Task statement: Your answer must restate each entry below word for word, with no pictures in it.

--- Source information ---

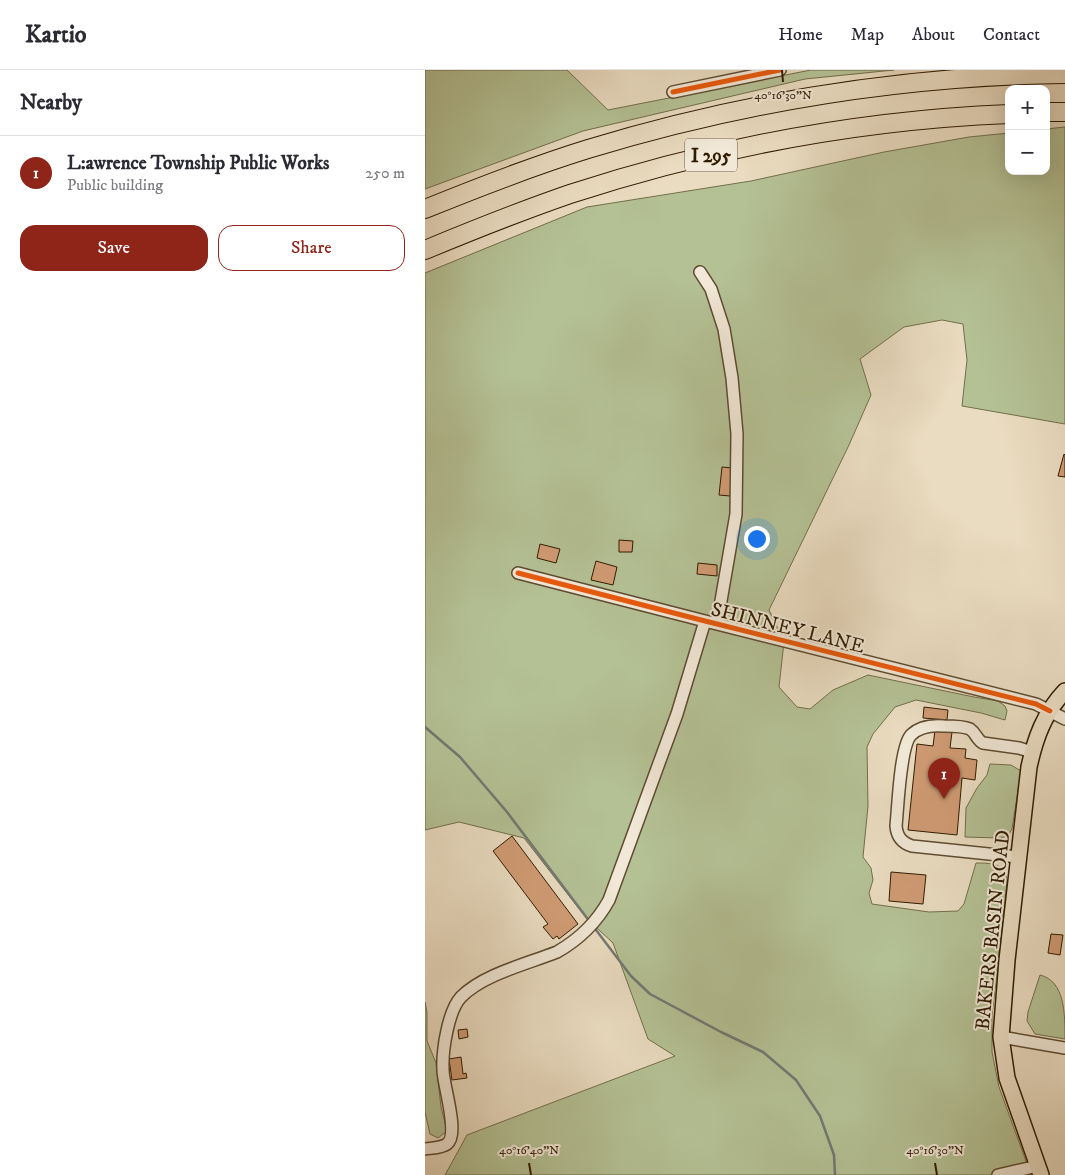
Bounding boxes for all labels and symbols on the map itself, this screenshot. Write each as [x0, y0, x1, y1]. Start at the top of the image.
text: 40°16'30"N [754, 88, 812, 103]
road number: I 295 [685, 138, 737, 172]
your location [744, 526, 770, 552]
street label: SHINNEY LANE [708, 597, 867, 660]
pin: 1 [928, 758, 960, 799]
street label: BAKERS BASIN ROAD [971, 829, 1016, 1032]
text: 40°16'40"N [499, 1143, 559, 1158]
text: 40°16'30"N [906, 1143, 964, 1158]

---

Exercise solution:
Bounding boxes for all labels and symbols on the map itself, this screenshot. Write each as [x0, y0, x1, y1]. Start at the top of the image.
text: 40°16'30"N [754, 88, 812, 103]
road number: I 295 [685, 138, 737, 172]
your location [744, 526, 770, 552]
street label: SHINNEY LANE [708, 597, 867, 660]
pin: 1 [928, 758, 960, 799]
street label: BAKERS BASIN ROAD [971, 829, 1016, 1032]
text: 40°16'40"N [499, 1143, 559, 1158]
text: 40°16'30"N [906, 1143, 964, 1158]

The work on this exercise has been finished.